══ INPUT RECORDS ══
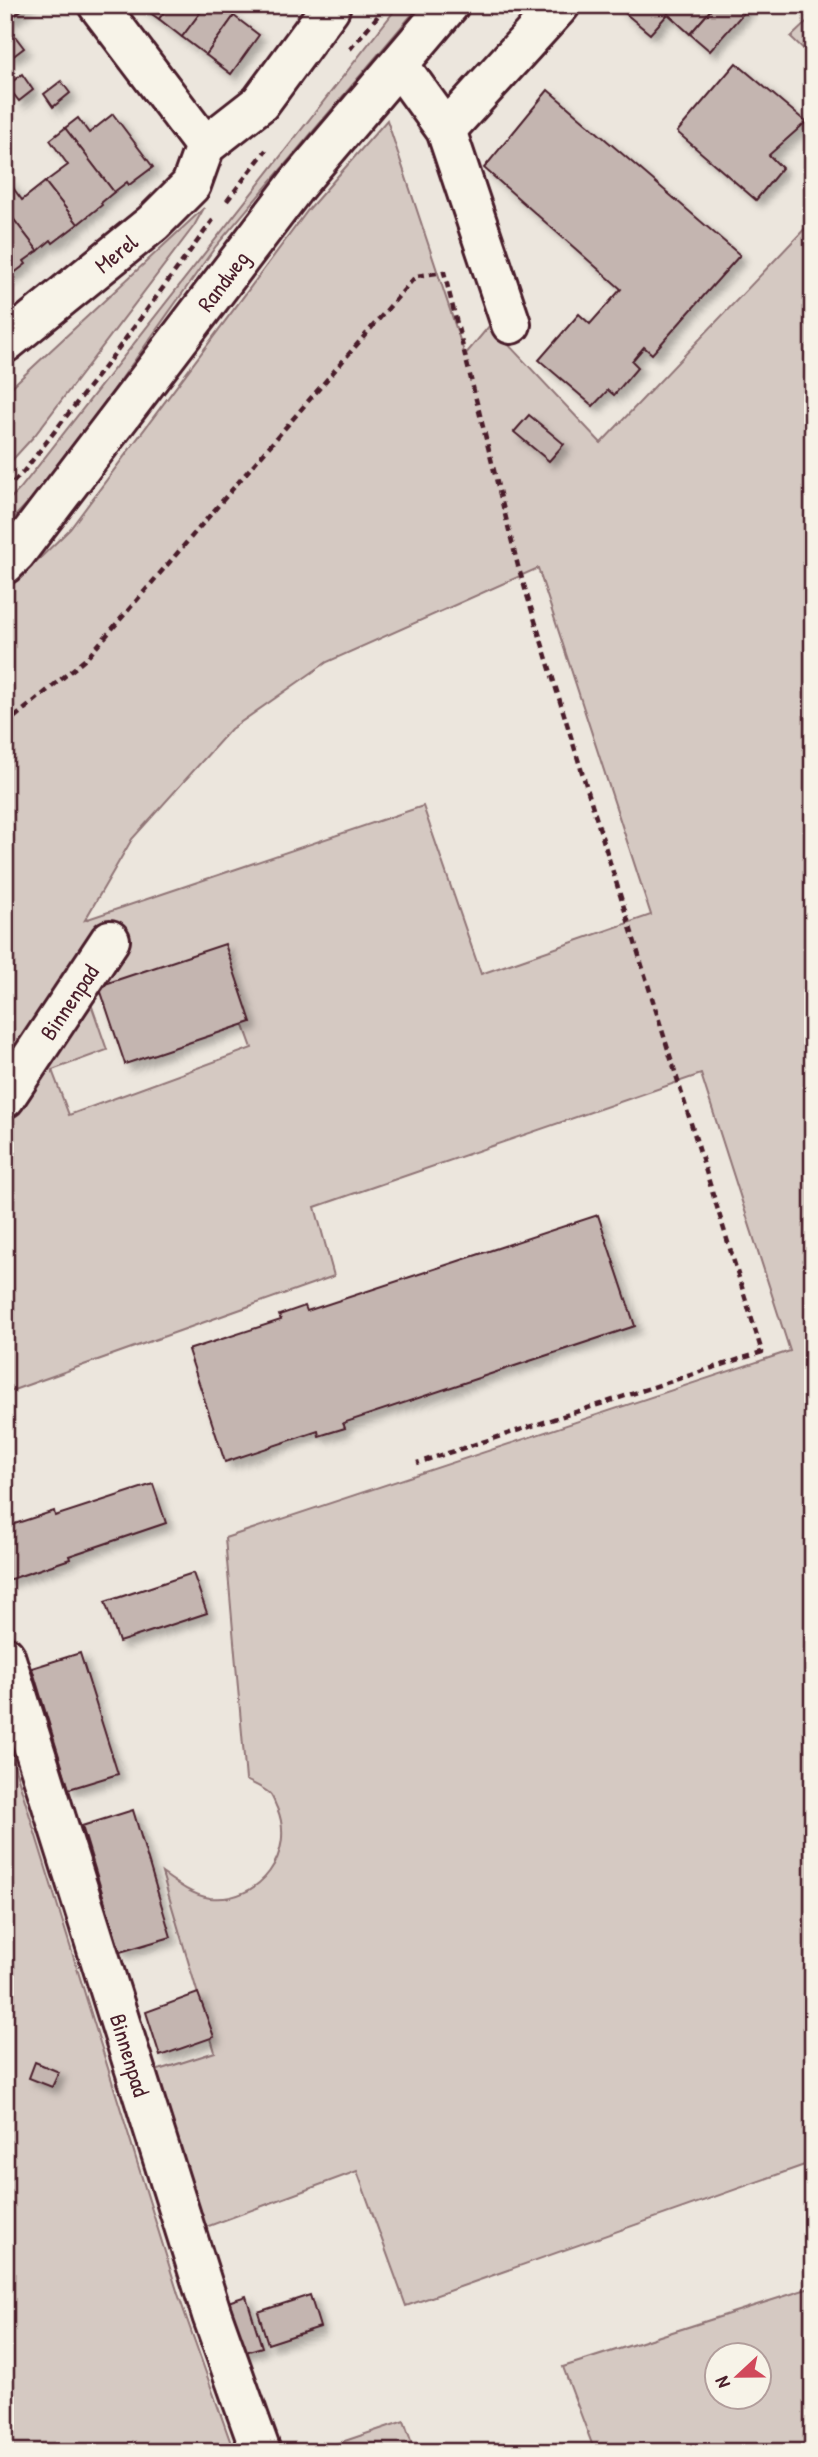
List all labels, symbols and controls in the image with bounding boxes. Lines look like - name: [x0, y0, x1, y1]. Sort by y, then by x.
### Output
═══
══ INPUT RECORDS ══
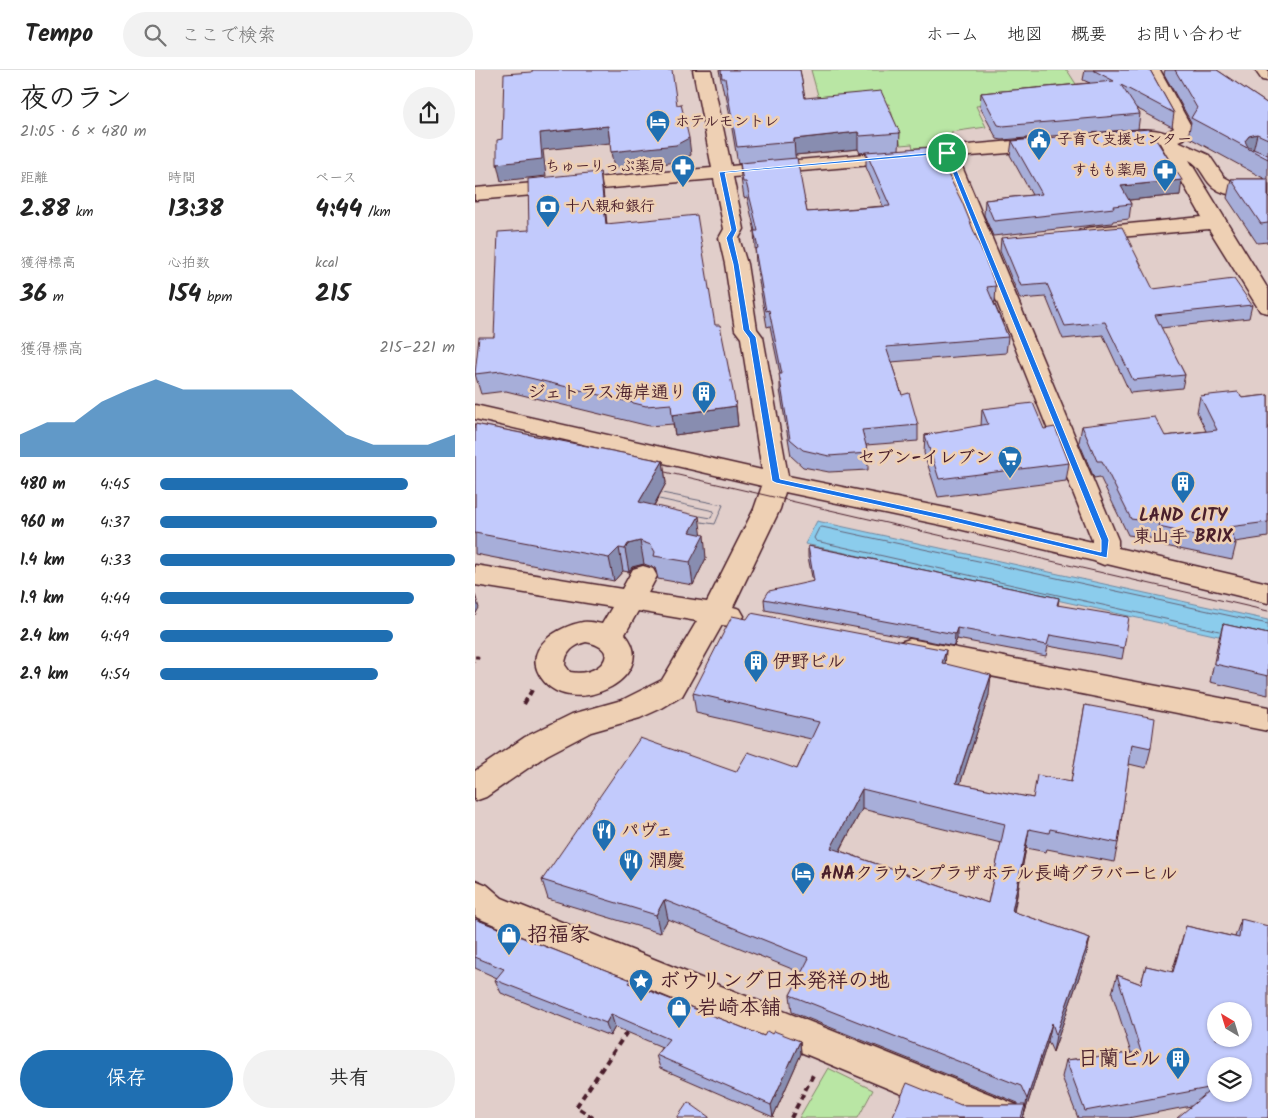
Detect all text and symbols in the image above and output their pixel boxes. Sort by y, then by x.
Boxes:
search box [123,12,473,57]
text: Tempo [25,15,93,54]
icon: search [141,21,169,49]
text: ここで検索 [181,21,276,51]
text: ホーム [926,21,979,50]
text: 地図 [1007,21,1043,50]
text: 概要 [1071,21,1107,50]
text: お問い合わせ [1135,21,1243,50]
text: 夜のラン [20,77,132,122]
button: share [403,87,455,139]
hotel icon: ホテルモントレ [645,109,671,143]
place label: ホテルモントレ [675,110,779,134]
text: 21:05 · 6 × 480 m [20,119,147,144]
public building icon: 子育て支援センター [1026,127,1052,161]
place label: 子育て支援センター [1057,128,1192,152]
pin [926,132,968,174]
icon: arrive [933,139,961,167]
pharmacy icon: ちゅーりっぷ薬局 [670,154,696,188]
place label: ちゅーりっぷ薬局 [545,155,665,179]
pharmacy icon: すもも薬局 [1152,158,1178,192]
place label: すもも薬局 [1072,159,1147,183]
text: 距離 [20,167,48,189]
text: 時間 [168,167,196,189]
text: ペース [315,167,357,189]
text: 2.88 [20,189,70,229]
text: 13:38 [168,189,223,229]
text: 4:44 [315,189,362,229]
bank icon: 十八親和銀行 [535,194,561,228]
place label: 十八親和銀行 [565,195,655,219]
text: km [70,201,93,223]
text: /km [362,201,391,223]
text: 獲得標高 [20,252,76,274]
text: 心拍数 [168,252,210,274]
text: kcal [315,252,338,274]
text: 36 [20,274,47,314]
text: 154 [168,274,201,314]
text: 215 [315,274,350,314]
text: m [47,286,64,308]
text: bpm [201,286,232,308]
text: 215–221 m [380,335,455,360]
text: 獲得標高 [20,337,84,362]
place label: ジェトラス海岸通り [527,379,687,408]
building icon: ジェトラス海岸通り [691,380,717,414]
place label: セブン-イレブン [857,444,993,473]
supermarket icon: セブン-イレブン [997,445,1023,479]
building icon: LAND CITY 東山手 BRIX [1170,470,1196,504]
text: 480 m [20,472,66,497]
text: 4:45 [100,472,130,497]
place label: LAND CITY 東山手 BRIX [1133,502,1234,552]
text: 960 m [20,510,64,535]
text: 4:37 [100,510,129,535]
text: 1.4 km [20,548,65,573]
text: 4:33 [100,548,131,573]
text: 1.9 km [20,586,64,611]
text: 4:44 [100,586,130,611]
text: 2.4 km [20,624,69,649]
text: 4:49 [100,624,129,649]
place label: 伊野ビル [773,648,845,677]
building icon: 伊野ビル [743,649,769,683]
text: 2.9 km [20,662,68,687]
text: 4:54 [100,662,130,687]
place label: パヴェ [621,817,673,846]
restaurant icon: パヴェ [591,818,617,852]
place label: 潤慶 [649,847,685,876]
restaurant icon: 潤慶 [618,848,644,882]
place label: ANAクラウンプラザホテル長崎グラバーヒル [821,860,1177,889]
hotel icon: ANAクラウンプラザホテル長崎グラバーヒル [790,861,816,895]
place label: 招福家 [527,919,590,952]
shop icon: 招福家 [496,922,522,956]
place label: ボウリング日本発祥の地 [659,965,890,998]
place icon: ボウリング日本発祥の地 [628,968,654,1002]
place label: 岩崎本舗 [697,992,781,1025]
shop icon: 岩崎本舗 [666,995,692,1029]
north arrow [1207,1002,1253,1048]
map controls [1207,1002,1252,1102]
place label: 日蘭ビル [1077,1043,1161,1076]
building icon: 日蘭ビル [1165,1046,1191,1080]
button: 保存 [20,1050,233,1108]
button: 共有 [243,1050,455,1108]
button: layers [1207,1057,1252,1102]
═══
══ INPUT RECORDS ══
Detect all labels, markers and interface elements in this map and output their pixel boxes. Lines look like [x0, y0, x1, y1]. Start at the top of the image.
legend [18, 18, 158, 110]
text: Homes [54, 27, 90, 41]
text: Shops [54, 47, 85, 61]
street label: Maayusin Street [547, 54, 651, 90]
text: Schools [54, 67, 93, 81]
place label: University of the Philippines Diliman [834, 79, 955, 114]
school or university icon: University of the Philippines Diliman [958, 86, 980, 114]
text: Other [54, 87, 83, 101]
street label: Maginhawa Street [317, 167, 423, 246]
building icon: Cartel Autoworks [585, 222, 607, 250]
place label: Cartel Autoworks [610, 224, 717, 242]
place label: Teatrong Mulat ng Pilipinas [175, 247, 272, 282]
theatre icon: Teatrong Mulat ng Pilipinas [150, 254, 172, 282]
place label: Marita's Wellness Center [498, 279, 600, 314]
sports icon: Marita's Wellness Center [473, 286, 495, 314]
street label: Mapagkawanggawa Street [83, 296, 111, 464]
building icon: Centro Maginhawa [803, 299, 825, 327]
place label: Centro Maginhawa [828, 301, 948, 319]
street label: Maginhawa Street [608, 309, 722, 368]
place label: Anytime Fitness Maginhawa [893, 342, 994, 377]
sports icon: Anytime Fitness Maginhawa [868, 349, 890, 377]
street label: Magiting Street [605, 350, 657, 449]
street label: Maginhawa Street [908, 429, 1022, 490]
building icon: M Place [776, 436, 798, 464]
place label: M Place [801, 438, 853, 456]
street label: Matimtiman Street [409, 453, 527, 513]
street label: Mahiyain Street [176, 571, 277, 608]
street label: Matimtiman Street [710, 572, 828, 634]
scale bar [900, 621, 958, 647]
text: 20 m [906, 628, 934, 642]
═══
- **TASK DETAILS**
Please show all lines from the entries that contain the word "Sort".

- **WRITTEN ANSWER**
List all labels, symbols and controls in the image with bounding boxes. Lines look like - name: [x0, y0, x1, y1]. Sort by y, then by x.
Detect all text and symbols in the image above and output their pixel boxes. Sort by y, then by x.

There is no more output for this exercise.